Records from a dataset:
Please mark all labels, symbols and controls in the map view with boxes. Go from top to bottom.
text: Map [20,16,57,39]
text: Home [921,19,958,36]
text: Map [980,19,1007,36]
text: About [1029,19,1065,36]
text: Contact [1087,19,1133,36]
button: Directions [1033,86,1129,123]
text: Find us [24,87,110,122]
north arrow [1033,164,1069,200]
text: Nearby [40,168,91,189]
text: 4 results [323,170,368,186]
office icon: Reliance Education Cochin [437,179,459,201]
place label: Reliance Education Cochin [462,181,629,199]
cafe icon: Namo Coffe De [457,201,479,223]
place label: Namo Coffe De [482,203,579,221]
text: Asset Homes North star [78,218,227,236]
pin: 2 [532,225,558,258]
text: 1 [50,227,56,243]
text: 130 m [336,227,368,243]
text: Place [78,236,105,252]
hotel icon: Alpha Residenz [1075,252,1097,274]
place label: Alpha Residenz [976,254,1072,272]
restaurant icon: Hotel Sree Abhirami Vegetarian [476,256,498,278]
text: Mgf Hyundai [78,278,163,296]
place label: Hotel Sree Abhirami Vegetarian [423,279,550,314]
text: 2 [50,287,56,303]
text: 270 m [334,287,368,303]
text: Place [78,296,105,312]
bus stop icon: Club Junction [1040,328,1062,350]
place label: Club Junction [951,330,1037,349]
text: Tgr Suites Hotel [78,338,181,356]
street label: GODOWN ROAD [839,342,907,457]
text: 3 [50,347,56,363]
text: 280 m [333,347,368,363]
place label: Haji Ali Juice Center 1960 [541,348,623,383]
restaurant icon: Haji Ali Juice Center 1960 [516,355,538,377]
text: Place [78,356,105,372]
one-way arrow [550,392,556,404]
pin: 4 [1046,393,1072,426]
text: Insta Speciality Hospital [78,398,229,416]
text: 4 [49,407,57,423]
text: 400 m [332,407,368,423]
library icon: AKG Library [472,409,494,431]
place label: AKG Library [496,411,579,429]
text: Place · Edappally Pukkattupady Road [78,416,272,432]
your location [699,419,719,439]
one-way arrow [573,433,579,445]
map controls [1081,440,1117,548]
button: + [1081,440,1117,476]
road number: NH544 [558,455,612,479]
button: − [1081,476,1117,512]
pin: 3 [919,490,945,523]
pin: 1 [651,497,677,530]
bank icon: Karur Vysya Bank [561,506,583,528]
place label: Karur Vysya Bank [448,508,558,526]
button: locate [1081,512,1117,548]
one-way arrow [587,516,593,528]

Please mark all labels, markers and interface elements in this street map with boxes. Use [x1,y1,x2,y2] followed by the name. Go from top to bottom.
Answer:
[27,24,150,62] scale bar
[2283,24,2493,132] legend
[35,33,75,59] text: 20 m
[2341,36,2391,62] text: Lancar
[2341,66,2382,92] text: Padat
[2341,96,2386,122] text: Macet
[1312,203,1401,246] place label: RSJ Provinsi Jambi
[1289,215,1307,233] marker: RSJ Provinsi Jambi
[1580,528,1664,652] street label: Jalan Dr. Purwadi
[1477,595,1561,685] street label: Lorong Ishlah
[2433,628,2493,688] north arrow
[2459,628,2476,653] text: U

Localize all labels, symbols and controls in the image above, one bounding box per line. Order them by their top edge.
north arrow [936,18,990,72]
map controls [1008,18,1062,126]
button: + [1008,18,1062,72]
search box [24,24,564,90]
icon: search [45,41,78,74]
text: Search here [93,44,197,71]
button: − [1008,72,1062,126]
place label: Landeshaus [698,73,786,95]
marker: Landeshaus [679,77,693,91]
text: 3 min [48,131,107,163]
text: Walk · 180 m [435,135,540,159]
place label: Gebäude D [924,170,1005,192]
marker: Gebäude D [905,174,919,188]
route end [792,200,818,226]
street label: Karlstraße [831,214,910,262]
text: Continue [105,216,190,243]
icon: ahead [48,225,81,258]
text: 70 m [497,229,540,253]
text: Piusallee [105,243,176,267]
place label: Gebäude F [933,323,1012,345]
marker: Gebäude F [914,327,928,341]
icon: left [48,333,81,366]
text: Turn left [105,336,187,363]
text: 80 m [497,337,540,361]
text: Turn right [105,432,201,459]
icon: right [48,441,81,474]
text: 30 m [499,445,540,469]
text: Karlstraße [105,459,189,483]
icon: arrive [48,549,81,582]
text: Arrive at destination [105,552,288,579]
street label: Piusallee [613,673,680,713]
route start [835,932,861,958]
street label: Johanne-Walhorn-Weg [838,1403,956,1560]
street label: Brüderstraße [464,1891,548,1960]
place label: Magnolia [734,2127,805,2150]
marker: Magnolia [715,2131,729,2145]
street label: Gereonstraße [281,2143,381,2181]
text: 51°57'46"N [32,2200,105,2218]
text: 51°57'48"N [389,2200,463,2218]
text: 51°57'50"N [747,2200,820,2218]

• Work task
Reproduce the lines above. Leave each one as it is.

• Answer box
Please mark all labels, symbols and controls in the map view with boxes. Go from top to bottom.
text: Map [20,16,57,39]
text: Home [921,19,958,36]
text: Map [980,19,1007,36]
text: About [1029,19,1065,36]
text: Contact [1087,19,1133,36]
button: Directions [1033,86,1129,123]
text: Find us [24,87,110,122]
north arrow [1033,164,1069,200]
text: Nearby [40,168,91,189]
text: 4 results [323,170,368,186]
office icon: Reliance Education Cochin [437,179,459,201]
place label: Reliance Education Cochin [462,181,629,199]
cafe icon: Namo Coffe De [457,201,479,223]
place label: Namo Coffe De [482,203,579,221]
text: Asset Homes North star [78,218,227,236]
pin: 2 [532,225,558,258]
text: 1 [50,227,56,243]
text: 130 m [336,227,368,243]
text: Place [78,236,105,252]
hotel icon: Alpha Residenz [1075,252,1097,274]
place label: Alpha Residenz [976,254,1072,272]
restaurant icon: Hotel Sree Abhirami Vegetarian [476,256,498,278]
text: Mgf Hyundai [78,278,163,296]
place label: Hotel Sree Abhirami Vegetarian [423,279,550,314]
text: 2 [50,287,56,303]
text: 270 m [334,287,368,303]
text: Place [78,296,105,312]
bus stop icon: Club Junction [1040,328,1062,350]
place label: Club Junction [951,330,1037,349]
text: Tgr Suites Hotel [78,338,181,356]
street label: GODOWN ROAD [839,342,907,457]
text: 3 [50,347,56,363]
text: 280 m [333,347,368,363]
place label: Haji Ali Juice Center 1960 [541,348,623,383]
restaurant icon: Haji Ali Juice Center 1960 [516,355,538,377]
text: Place [78,356,105,372]
one-way arrow [550,392,556,404]
pin: 4 [1046,393,1072,426]
text: Insta Speciality Hospital [78,398,229,416]
text: 4 [49,407,57,423]
text: 400 m [332,407,368,423]
library icon: AKG Library [472,409,494,431]
place label: AKG Library [496,411,579,429]
text: Place · Edappally Pukkattupady Road [78,416,272,432]
your location [699,419,719,439]
one-way arrow [573,433,579,445]
map controls [1081,440,1117,548]
button: + [1081,440,1117,476]
road number: NH544 [558,455,612,479]
button: − [1081,476,1117,512]
pin: 3 [919,490,945,523]
pin: 1 [651,497,677,530]
bank icon: Karur Vysya Bank [561,506,583,528]
place label: Karur Vysya Bank [448,508,558,526]
button: locate [1081,512,1117,548]
one-way arrow [587,516,593,528]

Please mark all labels, markers and interface elements in this street map with boxes. Use [x1,y1,x2,y2] followed by the name. Go from top to bottom.
Answer:
[27,24,150,62] scale bar
[2283,24,2493,132] legend
[35,33,75,59] text: 20 m
[2341,36,2391,62] text: Lancar
[2341,66,2382,92] text: Padat
[2341,96,2386,122] text: Macet
[1312,203,1401,246] place label: RSJ Provinsi Jambi
[1289,215,1307,233] marker: RSJ Provinsi Jambi
[1580,528,1664,652] street label: Jalan Dr. Purwadi
[1477,595,1561,685] street label: Lorong Ishlah
[2433,628,2493,688] north arrow
[2459,628,2476,653] text: U

Localize all labels, symbols and controls in the image above, one bounding box per line. Order them by their top edge.
north arrow [936,18,990,72]
map controls [1008,18,1062,126]
button: + [1008,18,1062,72]
search box [24,24,564,90]
icon: search [45,41,78,74]
text: Search here [93,44,197,71]
button: − [1008,72,1062,126]
place label: Landeshaus [698,73,786,95]
marker: Landeshaus [679,77,693,91]
text: 3 min [48,131,107,163]
text: Walk · 180 m [435,135,540,159]
place label: Gebäude D [924,170,1005,192]
marker: Gebäude D [905,174,919,188]
route end [792,200,818,226]
street label: Karlstraße [831,214,910,262]
text: Continue [105,216,190,243]
icon: ahead [48,225,81,258]
text: 70 m [497,229,540,253]
text: Piusallee [105,243,176,267]
place label: Gebäude F [933,323,1012,345]
marker: Gebäude F [914,327,928,341]
icon: left [48,333,81,366]
text: Turn left [105,336,187,363]
text: 80 m [497,337,540,361]
text: Turn right [105,432,201,459]
icon: right [48,441,81,474]
text: 30 m [499,445,540,469]
text: Karlstraße [105,459,189,483]
icon: arrive [48,549,81,582]
text: Arrive at destination [105,552,288,579]
street label: Piusallee [613,673,680,713]
route start [835,932,861,958]
street label: Johanne-Walhorn-Weg [838,1403,956,1560]
street label: Brüderstraße [464,1891,548,1960]
place label: Magnolia [734,2127,805,2150]
marker: Magnolia [715,2131,729,2145]
street label: Gereonstraße [281,2143,381,2181]
text: 51°57'46"N [32,2200,105,2218]
text: 51°57'48"N [389,2200,463,2218]
text: 51°57'50"N [747,2200,820,2218]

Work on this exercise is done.